Almost everyone involved in e-commerce will have had the frequent experience of ticking a box to indicate agreement to a seller’s contractual terms and conditions (T&Cs). As a head-turning High Court ruling made plain, such clauses are likely to be legally binding – even on those who have not bothered to read them.
The director of a technology company filled in an online application form by which the company sought to become a client of a foreign exchange services business. In doing so, he ticked a box indicating the client’s assent to the relationship being governed by the FX provider’s T&Cs.
Just above the box was a hyperlink that enabled the director to download the T&Cs, which ran to 15 pages and 27 clauses. Below the box, there was a further link to a webpage containing a PDF of the T&Cs. However, the director testified that he made no use of either link and thus did not read the T&Cs at the time.

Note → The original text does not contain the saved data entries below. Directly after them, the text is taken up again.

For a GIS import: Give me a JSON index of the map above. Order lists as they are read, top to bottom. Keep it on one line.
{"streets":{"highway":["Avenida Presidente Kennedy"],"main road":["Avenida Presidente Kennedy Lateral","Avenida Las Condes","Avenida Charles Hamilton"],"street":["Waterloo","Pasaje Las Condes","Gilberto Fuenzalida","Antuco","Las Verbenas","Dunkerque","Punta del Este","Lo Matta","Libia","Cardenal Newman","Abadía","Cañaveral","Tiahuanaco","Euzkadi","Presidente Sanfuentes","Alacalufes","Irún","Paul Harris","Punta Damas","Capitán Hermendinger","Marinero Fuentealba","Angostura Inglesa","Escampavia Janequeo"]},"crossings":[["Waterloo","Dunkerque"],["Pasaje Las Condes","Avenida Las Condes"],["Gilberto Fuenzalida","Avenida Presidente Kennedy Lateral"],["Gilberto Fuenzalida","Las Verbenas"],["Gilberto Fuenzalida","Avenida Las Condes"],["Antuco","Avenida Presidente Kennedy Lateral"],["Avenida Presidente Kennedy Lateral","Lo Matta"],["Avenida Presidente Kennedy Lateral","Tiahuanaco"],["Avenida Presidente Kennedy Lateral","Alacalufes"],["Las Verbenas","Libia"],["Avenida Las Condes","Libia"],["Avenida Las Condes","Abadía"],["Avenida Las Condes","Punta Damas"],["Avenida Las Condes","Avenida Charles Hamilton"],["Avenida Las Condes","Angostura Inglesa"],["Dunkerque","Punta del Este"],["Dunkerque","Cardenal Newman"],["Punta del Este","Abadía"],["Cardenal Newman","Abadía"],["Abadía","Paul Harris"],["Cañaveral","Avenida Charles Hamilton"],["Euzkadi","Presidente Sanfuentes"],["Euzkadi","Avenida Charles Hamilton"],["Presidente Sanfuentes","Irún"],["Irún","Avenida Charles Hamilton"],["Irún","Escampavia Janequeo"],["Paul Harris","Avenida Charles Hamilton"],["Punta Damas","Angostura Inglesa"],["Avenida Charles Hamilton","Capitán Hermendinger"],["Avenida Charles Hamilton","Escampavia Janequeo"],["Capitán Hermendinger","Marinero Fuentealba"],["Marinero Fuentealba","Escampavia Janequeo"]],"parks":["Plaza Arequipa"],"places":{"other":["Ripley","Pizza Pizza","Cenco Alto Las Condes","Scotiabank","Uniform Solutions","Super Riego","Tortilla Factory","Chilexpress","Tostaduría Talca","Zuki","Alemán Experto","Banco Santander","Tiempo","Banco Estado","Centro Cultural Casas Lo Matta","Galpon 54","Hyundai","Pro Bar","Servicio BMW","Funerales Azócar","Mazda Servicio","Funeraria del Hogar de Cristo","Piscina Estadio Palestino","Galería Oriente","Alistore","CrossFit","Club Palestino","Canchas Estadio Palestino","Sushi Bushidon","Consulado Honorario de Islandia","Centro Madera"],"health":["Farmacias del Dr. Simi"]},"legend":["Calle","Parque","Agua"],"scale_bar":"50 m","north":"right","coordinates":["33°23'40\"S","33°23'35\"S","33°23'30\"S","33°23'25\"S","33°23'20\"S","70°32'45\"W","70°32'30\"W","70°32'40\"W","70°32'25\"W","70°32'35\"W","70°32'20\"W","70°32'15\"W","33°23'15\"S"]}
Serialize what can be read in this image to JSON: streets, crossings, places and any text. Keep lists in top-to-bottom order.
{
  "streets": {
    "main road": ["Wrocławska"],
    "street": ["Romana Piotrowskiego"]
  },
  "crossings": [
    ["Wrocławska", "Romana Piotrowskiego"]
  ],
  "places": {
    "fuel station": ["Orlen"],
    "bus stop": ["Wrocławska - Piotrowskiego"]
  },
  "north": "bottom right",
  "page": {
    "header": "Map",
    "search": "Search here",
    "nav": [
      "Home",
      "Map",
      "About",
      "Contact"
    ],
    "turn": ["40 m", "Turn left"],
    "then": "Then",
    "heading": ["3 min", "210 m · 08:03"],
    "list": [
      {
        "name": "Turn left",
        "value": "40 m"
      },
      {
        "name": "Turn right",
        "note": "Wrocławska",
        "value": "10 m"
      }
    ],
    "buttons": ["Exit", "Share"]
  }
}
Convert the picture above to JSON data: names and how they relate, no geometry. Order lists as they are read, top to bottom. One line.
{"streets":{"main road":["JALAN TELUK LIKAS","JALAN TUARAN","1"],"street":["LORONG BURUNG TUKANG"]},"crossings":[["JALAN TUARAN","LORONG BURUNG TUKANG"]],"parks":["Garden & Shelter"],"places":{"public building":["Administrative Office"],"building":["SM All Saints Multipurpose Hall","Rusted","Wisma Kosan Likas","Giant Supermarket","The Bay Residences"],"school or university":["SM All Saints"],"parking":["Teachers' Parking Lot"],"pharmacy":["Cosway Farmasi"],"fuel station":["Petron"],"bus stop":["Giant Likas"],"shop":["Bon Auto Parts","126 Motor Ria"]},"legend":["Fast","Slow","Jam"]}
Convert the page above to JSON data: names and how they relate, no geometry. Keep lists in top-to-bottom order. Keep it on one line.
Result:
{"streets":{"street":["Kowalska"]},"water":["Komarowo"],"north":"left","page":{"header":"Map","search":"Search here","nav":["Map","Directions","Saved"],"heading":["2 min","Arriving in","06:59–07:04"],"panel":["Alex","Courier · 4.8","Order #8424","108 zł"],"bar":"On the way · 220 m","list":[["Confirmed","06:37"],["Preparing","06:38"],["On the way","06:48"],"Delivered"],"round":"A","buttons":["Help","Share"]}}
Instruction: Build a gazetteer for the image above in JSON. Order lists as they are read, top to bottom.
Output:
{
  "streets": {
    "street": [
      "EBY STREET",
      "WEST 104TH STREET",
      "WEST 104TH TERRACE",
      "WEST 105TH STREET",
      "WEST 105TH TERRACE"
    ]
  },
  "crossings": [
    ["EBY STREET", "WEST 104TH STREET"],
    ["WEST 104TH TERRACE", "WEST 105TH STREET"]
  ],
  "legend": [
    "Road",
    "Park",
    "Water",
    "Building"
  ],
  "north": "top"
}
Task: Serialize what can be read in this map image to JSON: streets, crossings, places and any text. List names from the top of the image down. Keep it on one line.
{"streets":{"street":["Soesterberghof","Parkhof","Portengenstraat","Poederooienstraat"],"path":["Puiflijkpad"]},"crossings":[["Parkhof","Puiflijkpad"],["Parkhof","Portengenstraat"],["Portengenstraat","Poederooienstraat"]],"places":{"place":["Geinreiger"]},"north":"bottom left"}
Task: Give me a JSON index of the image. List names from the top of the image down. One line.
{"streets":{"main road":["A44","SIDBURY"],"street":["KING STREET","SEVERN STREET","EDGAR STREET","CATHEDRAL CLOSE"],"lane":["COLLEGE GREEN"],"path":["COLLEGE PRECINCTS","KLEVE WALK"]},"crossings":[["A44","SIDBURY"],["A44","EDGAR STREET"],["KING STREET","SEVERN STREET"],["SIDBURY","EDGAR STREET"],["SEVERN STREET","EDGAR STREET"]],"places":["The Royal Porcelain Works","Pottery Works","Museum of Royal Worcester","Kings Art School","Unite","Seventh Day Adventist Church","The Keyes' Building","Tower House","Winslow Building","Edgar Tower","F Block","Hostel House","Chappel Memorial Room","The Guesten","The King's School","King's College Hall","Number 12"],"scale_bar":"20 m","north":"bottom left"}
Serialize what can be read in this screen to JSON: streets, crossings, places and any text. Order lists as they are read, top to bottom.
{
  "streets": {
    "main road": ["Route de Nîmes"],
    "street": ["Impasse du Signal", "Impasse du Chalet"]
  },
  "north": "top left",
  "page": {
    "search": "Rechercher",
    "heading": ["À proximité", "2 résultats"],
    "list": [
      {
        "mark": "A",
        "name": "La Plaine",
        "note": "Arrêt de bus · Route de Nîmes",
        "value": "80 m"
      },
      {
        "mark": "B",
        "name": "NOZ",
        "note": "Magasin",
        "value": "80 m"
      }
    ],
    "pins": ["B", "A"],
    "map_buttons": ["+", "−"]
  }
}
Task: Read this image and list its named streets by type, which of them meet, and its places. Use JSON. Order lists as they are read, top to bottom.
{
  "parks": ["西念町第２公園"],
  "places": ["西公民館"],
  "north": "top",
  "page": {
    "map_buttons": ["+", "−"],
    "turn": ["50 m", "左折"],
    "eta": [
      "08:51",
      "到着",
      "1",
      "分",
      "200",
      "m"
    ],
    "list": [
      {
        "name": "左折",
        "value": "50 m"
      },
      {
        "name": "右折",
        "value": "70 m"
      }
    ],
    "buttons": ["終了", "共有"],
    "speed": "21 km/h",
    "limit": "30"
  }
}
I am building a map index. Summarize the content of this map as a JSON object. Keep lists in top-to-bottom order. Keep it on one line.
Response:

After a dispute developed, the client, an overseas company, launched proceedings against the FX provider in Belgium. The FX provider, however, pointed to clauses in the T&Cs which stated in terms that English law would apply to any disputes arising from the relationship and that the courts of England and Wales would have exclusive jurisdiction to resolve them. In reliance on those terms, the FX provider sought an anti-suit injunction forbidding the client from proceeding with its Belgian claim.
Granting the order sought, the Court noted that the director had, by completing the online form, committed the client to contractual obligations involving many millions of euros. It was surprising, to say the least, that he showed no interest at all in the T&Cs, and he self-evidently should have read them prior to ticking the box. He was given sufficient notice of the T&Cs and the Court was satisfied to a high degree of probability that they were binding on the client.